Collected data entries
************
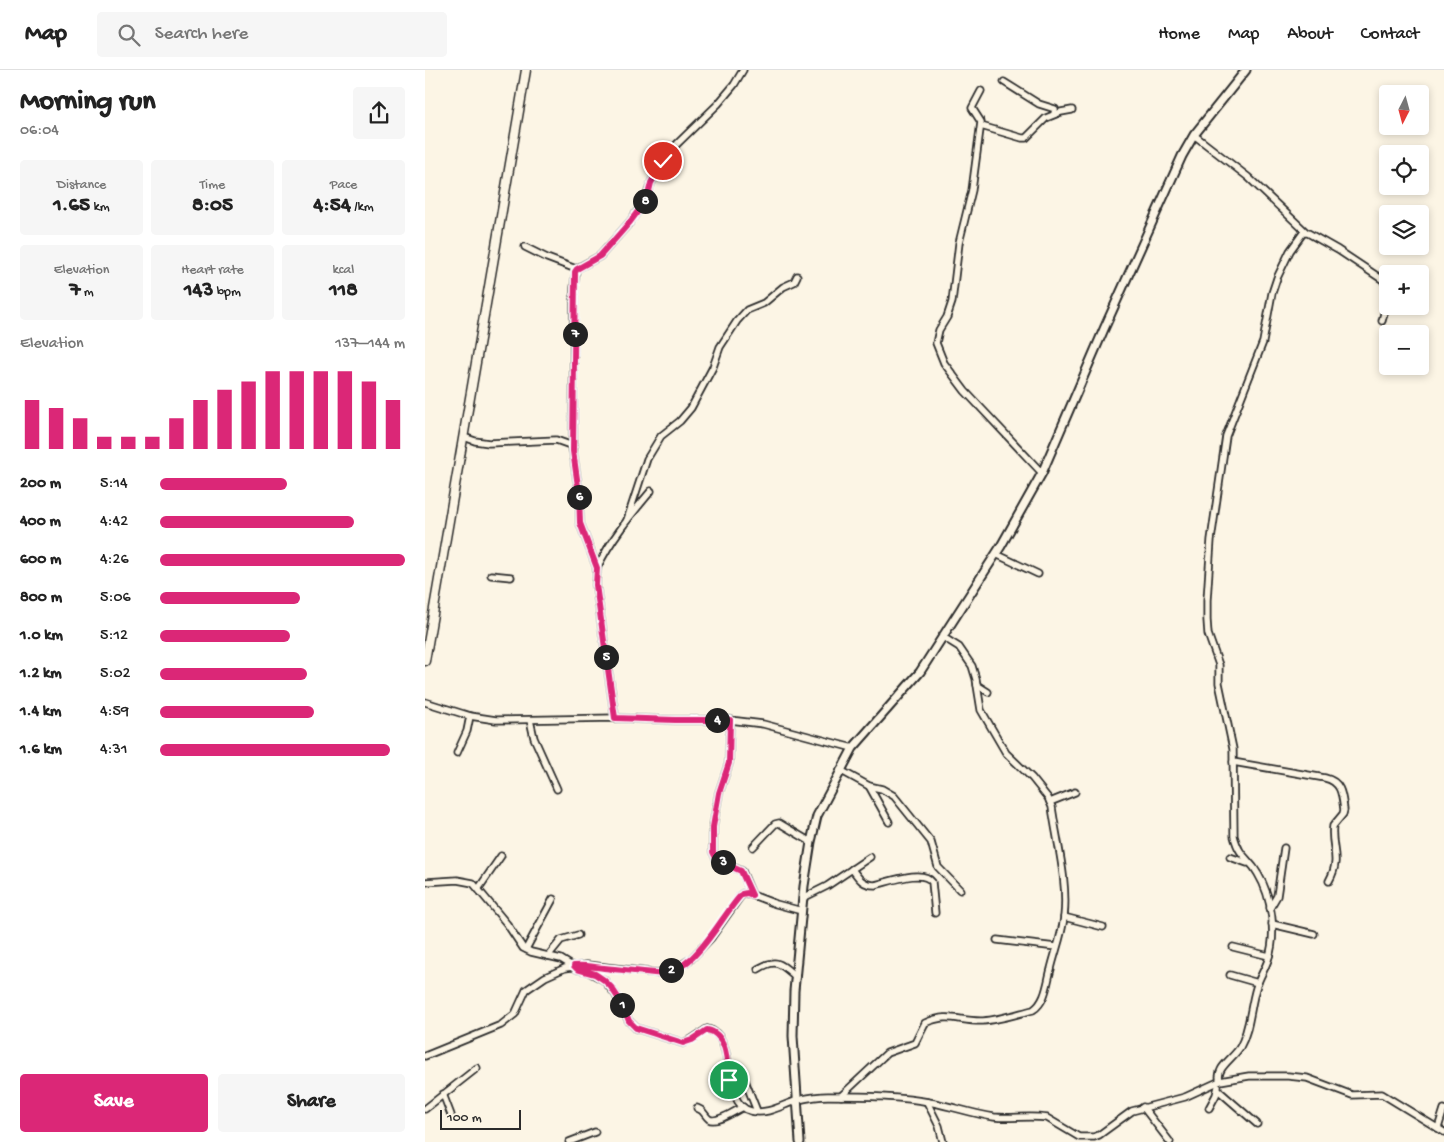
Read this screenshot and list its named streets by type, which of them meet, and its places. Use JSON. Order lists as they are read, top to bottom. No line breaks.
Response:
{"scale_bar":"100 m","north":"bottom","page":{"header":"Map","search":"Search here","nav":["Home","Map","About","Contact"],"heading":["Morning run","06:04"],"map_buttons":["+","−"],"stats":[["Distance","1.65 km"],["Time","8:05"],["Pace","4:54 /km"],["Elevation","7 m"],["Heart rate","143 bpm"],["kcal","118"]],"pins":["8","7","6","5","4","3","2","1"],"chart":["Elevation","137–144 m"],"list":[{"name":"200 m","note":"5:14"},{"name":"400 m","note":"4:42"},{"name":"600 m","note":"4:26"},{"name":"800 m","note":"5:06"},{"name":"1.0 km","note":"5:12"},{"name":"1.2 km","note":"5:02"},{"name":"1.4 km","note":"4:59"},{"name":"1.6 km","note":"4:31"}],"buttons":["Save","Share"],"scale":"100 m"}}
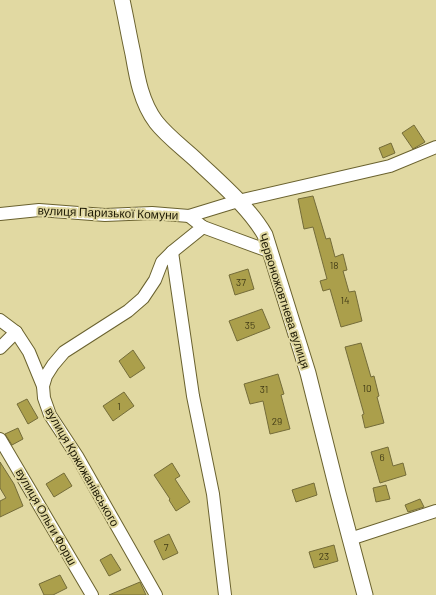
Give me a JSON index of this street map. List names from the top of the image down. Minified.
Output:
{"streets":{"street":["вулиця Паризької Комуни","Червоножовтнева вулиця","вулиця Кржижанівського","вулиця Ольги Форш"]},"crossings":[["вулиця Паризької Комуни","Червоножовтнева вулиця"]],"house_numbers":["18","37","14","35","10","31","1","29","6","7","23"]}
************
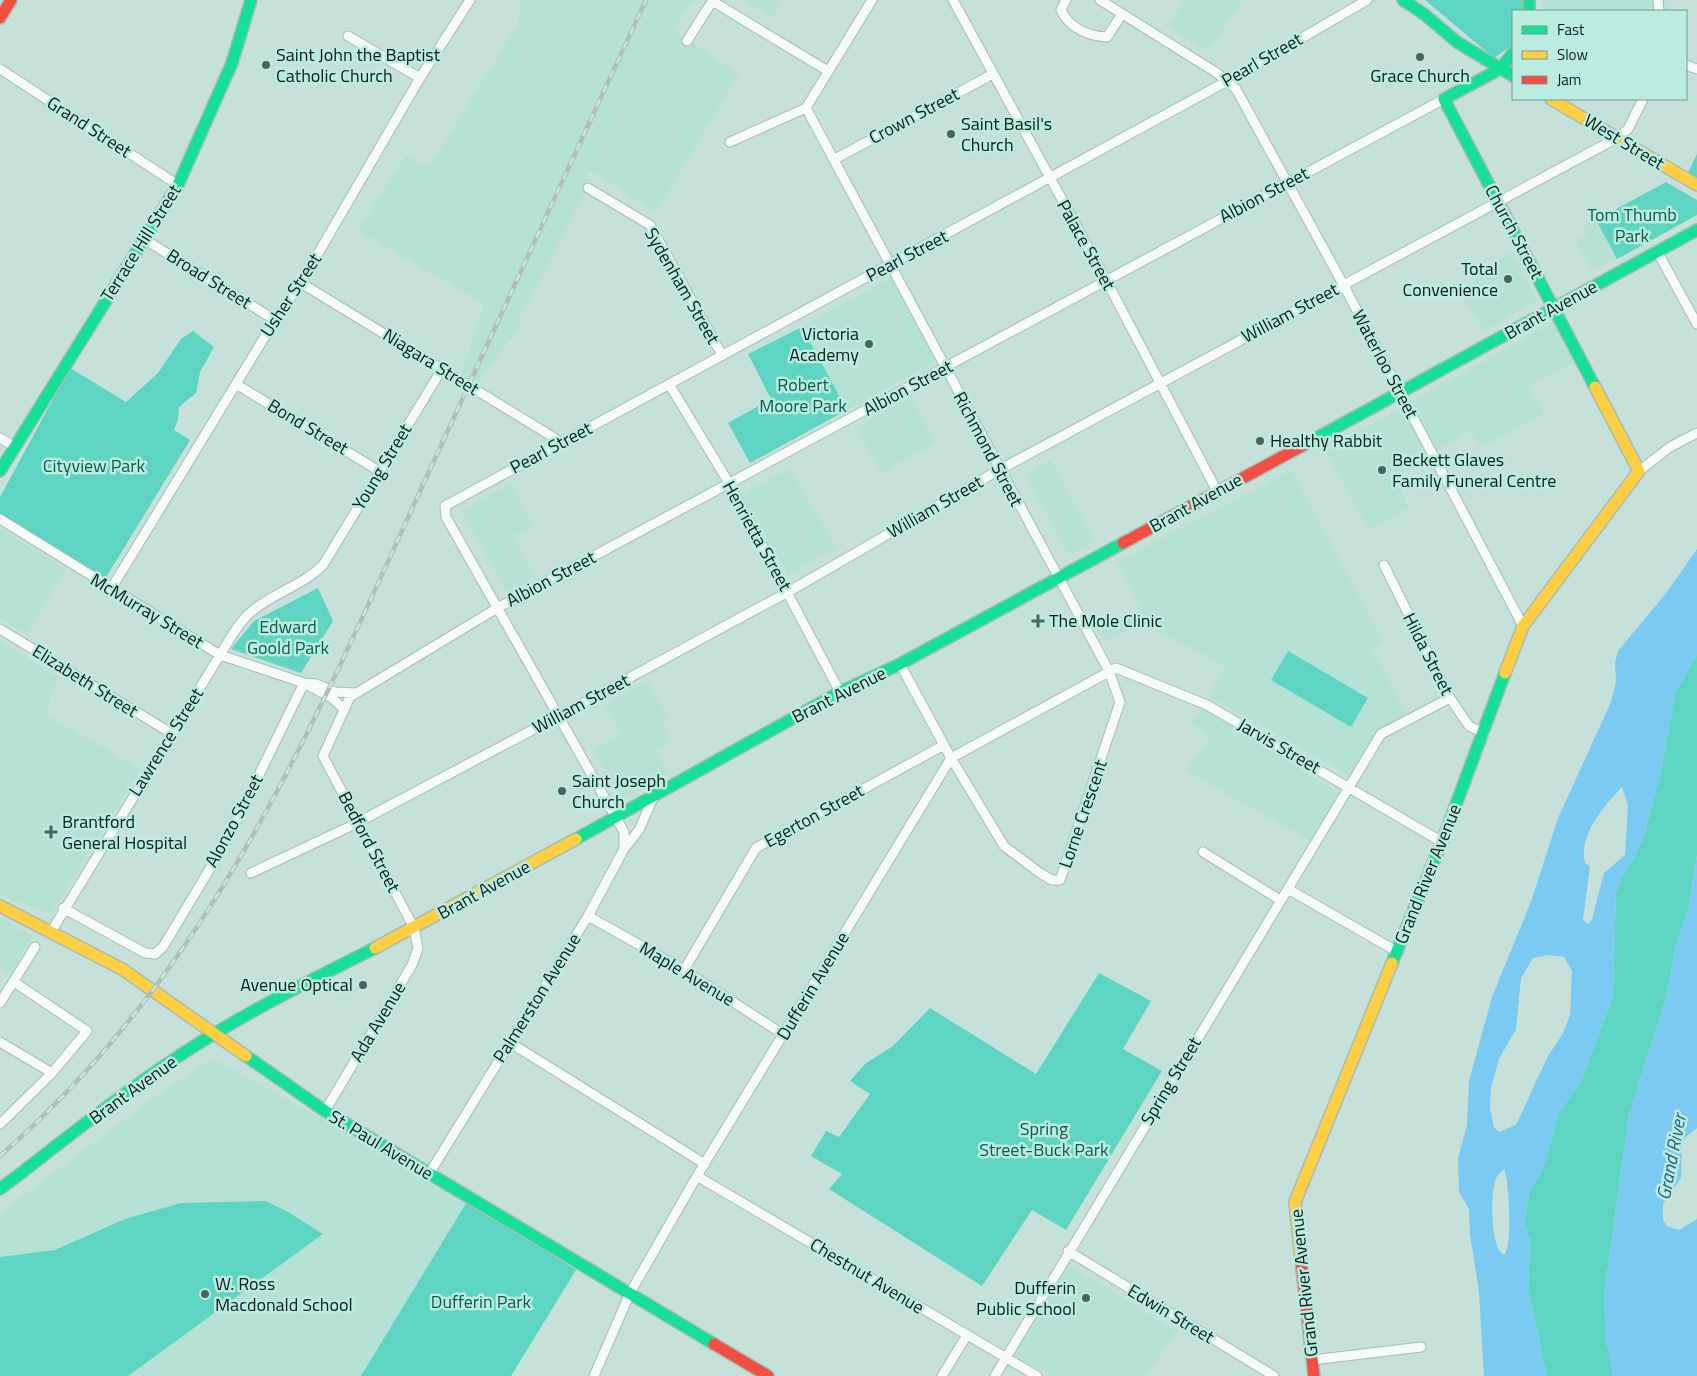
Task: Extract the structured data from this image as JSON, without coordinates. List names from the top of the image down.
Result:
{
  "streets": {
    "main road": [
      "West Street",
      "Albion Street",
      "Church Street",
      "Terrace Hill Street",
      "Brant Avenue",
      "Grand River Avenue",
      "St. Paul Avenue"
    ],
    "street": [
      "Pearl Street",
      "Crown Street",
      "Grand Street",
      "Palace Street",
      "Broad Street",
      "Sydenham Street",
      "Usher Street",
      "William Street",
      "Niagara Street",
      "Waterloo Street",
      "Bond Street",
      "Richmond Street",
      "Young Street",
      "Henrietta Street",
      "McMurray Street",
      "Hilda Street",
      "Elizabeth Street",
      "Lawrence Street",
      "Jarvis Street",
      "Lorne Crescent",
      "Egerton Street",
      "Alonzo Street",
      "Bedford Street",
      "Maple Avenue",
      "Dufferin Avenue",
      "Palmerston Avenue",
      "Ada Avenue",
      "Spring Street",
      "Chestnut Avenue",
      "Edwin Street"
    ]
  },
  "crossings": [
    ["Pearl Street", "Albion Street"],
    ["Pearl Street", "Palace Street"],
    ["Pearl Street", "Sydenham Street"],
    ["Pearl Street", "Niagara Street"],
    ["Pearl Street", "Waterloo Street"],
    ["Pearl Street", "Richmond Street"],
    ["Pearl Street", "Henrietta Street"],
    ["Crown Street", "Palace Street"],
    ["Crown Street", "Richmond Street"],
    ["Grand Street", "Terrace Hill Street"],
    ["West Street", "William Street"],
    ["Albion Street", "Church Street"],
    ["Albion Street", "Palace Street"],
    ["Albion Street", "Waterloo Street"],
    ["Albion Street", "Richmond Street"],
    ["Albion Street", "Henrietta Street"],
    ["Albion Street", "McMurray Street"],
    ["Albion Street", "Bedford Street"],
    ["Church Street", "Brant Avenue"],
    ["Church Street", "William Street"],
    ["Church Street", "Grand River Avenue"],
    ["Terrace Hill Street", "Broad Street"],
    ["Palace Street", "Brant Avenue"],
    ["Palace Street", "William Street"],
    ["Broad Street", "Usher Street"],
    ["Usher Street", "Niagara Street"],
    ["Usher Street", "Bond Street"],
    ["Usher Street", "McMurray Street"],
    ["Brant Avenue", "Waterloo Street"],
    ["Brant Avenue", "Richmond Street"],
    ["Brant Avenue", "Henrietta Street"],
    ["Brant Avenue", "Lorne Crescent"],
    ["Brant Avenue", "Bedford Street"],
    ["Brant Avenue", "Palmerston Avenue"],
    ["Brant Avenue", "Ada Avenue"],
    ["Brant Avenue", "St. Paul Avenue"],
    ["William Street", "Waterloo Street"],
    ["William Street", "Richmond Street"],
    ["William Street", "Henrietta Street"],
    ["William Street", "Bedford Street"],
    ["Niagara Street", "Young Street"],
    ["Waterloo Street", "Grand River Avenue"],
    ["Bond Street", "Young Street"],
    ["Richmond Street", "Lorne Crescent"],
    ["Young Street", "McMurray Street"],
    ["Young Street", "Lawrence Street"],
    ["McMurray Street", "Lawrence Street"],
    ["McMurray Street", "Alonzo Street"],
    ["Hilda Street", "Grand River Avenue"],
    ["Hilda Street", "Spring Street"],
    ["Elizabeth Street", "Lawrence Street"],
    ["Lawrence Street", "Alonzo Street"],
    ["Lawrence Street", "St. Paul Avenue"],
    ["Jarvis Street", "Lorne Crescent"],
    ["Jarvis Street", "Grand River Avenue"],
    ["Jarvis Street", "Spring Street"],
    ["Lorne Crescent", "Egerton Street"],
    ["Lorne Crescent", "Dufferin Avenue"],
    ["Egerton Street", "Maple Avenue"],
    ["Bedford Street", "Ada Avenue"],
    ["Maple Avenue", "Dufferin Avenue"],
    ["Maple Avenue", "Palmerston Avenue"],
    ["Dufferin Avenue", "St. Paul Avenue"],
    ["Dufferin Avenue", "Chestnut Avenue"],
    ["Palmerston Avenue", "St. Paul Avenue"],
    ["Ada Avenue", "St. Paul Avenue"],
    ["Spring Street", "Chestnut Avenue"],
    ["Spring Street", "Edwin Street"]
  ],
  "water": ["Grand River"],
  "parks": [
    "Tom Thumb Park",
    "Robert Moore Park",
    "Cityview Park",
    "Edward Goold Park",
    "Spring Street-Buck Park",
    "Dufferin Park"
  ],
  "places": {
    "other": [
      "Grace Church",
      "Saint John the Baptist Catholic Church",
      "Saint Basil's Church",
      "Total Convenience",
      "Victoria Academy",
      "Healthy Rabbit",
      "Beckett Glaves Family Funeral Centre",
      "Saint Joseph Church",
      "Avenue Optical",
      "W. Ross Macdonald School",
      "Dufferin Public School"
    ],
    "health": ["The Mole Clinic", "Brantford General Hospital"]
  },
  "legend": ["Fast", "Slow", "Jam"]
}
************
• _WORK ORDER_:
Search the data above for the string "names" and return every line that has it.

• _TASK ANSWER_:
Give me a JSON index of this street map. List names from the top of the image down. Minified.
Task: Extract the structured data from this image as JSON, without coordinates. List names from the top of the image down.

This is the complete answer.